A run of just two victories in 12 matches since Christmas has condemned the Arsenal U21s to the second-tier of the U21 Premier League next season, meaning that they will miss out on facing elite clubs such as Manchester United, Manchester City, Chelsea and Liverpool. Instead, their likely list of opponents for 2014/15 is rather less glamorous, with Bolton Wanderers, Aston Villa, Tottenham Hotspur, West Bromwich Albion, Reading, Stoke City, Middlesbrough, Wolverhampton Wanderers, Newcastle United and Blackburn Rovers all, as it stands, poised to join the young Gunners in the second division.
There is an argument that being placed in the second tier could actually be beneficial to the youngsters as it may finally lead to results improving a little, but, when you are not facing the best teams on a regular basis, it is hardly ideal for development. That is a problem that will have to be dealt with, and it is hoped that Arsenal will be restored to the top division as soon as possible.

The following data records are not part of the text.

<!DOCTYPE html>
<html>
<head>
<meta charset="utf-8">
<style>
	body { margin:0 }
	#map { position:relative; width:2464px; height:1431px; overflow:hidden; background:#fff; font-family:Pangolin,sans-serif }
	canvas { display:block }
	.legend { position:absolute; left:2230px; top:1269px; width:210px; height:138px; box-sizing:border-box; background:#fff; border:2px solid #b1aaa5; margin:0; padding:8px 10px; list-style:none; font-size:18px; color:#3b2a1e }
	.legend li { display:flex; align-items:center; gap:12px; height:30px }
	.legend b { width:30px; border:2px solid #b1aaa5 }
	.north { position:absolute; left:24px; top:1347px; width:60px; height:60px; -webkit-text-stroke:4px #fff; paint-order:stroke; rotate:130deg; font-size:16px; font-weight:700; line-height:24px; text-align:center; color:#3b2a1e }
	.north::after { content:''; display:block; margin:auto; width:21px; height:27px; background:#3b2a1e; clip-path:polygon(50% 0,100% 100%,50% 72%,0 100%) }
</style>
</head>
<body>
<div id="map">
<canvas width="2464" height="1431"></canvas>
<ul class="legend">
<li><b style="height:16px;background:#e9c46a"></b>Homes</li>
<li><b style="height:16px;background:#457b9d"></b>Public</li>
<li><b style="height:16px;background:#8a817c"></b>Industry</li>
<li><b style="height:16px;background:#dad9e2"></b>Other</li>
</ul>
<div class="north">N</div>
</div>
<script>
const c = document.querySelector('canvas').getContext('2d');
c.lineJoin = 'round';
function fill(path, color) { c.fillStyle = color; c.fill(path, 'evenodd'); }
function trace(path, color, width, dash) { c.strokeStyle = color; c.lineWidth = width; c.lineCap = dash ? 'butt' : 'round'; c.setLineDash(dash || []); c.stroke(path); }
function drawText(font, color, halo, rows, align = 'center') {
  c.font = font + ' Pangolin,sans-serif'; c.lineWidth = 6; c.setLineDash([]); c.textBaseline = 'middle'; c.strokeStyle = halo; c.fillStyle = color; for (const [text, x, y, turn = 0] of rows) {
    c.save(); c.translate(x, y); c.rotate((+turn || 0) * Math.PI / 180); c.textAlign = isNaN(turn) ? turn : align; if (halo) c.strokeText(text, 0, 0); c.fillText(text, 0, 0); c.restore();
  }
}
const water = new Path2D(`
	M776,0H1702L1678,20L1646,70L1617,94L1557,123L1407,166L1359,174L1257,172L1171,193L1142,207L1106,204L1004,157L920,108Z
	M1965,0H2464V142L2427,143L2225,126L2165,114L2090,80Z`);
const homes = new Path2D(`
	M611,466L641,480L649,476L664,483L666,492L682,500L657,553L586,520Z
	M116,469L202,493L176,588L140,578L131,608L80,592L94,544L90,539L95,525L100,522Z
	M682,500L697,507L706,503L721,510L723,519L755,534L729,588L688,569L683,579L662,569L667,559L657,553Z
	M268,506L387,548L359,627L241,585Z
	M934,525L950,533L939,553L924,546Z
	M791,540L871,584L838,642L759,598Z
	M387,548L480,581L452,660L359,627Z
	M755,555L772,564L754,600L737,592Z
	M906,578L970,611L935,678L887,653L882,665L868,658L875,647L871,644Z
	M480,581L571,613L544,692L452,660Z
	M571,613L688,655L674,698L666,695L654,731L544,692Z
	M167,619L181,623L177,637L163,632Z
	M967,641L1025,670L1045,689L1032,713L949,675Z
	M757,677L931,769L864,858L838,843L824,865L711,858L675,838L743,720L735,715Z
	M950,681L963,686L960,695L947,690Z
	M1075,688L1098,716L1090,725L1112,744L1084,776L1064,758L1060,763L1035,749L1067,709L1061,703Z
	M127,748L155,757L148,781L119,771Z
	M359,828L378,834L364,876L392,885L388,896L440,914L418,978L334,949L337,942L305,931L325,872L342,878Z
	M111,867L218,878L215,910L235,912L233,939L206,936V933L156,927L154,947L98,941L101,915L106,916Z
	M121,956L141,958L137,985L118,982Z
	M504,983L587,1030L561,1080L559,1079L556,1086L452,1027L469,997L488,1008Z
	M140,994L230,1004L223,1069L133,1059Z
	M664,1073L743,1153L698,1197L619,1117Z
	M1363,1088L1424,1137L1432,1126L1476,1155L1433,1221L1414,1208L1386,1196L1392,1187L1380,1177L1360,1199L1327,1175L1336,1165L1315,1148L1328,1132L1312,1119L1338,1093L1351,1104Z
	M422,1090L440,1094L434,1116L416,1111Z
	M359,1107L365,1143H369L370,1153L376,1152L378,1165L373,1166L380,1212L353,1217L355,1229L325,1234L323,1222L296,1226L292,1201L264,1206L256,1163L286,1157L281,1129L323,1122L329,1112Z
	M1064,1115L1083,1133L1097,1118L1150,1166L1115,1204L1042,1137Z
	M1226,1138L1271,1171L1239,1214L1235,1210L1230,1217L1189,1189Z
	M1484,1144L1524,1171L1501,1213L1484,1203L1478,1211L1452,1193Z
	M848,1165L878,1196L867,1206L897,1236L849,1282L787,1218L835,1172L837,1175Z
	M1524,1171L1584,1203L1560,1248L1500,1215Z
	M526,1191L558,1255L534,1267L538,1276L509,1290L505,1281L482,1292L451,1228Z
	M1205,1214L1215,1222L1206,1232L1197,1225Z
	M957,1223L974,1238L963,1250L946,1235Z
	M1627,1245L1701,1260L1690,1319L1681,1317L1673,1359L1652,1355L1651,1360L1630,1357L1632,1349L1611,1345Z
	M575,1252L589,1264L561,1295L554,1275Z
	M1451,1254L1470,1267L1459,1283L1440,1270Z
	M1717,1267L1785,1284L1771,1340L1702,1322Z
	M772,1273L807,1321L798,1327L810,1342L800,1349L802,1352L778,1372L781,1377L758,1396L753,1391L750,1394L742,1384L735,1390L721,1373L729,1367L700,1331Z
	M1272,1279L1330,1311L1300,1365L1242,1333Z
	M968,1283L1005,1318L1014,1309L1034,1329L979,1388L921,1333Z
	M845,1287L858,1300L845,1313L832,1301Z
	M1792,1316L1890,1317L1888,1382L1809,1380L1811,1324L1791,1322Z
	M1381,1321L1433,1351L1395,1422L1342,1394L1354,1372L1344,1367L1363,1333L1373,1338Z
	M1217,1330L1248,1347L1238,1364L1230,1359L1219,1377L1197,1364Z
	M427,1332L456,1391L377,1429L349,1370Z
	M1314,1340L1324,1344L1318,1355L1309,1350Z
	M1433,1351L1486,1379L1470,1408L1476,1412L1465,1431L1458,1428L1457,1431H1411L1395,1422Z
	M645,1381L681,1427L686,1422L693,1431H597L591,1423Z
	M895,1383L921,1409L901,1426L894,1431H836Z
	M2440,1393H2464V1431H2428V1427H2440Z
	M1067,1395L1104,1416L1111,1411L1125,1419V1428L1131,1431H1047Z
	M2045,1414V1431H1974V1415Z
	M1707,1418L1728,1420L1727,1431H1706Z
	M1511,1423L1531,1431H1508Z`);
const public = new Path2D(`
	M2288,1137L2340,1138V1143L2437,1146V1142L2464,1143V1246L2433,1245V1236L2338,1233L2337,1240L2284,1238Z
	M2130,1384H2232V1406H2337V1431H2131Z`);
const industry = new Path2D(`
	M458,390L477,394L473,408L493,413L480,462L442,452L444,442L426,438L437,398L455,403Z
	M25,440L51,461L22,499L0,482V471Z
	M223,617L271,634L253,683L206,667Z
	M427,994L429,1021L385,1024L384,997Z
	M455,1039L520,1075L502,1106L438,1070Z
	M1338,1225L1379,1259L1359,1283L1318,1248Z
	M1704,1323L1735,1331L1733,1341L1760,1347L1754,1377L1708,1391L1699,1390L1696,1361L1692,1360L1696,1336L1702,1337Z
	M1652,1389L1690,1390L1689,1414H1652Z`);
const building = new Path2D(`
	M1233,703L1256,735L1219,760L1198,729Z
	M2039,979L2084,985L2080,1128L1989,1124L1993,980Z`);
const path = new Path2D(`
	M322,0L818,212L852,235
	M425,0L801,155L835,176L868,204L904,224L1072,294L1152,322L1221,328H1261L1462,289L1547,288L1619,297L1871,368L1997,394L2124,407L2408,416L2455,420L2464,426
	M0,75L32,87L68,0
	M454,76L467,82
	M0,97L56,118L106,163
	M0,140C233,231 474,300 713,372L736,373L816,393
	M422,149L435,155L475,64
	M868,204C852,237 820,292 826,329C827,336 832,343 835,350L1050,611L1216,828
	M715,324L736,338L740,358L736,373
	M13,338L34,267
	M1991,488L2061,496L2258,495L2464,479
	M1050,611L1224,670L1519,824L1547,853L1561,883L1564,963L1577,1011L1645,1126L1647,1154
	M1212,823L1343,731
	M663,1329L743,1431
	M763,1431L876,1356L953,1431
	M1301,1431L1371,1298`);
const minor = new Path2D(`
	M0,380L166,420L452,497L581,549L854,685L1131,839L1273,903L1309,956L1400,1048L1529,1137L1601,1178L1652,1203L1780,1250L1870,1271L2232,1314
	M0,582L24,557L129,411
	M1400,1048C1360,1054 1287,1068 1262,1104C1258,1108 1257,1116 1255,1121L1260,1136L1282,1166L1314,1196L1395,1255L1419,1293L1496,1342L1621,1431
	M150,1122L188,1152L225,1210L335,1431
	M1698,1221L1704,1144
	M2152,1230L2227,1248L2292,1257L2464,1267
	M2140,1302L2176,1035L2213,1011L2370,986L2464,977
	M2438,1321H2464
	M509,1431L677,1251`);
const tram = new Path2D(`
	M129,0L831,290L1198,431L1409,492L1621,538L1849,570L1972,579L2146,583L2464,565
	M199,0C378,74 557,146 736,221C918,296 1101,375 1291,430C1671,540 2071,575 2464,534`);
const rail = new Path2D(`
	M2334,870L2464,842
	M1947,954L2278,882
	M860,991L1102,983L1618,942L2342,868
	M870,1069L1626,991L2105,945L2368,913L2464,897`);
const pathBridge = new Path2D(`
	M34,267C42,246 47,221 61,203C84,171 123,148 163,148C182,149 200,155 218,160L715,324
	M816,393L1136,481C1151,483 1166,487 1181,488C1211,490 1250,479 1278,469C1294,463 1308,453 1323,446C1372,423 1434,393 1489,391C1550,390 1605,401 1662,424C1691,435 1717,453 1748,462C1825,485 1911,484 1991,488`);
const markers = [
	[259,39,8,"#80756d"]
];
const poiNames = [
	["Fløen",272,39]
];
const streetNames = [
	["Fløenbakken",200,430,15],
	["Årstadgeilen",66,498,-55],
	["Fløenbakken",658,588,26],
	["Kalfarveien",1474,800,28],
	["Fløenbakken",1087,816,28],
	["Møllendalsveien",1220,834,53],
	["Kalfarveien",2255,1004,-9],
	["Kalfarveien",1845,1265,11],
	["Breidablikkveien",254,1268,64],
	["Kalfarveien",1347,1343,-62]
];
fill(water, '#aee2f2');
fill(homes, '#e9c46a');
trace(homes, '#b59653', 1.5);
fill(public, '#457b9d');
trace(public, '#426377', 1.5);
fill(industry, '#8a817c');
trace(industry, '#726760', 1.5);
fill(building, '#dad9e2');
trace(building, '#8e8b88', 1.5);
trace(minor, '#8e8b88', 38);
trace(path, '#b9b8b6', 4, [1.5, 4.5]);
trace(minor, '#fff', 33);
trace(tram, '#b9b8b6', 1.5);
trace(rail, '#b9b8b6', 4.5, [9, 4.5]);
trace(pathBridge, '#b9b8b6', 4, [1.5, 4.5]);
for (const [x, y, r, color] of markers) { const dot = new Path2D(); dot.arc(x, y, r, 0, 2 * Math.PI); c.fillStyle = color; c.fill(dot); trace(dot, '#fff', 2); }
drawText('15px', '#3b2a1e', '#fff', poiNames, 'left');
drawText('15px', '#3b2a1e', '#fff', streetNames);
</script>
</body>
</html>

Development always takes precedence over results at youth level, but this season in particular, serious questions have been raised about whether the alarming run of results at both U21 and U18 levels are having a negative effect on the players. The U18s, for example, have lost 13 of their 29 games this season.
Arsenal did enjoy lengthy, if ultimately unsuccessful runs in the FA Youth Cup, the UEFA Youth League and the U21 Premier League Cup this season, but the number of positive performances this campaign have been far outweighed by the negative ones. There are numerous mitigating factors, including players sent out on loan, a lack of options at times following the mass cull last Summer and, most worryingly, problems regarding coaching.
It seemed somewhat astounding that Jonker elected to retain the services of both Steve Gatting and Carl Laraman for next season when both coaches have not exactly given the best account of themselves this campaign.
The core problem, however, is that Arsenal haven’t produced a homegrown academy graduate since Jack Wilshere, with many players struggling to even reach the fringes of the first-team. Serge Gnabry and Gedion Zelalem, the talented young Germans, are part of the senior squad, but Arsenal are not producing top level players with any sort of regularity at present.
It is true that only one or two players maximum will make the grade from each age group, but drastic changes are required. The quality of players emerging from Hale End is steadily improving, with the likes of Ainsley Maitland-Niles, Tafari Moore and Alex Iwobi all inspiring confidence, but the overall situation regarding the academy remains rather negative.
It is Jonker’s responsibility to address these problems. It certainly won’t be a simple task.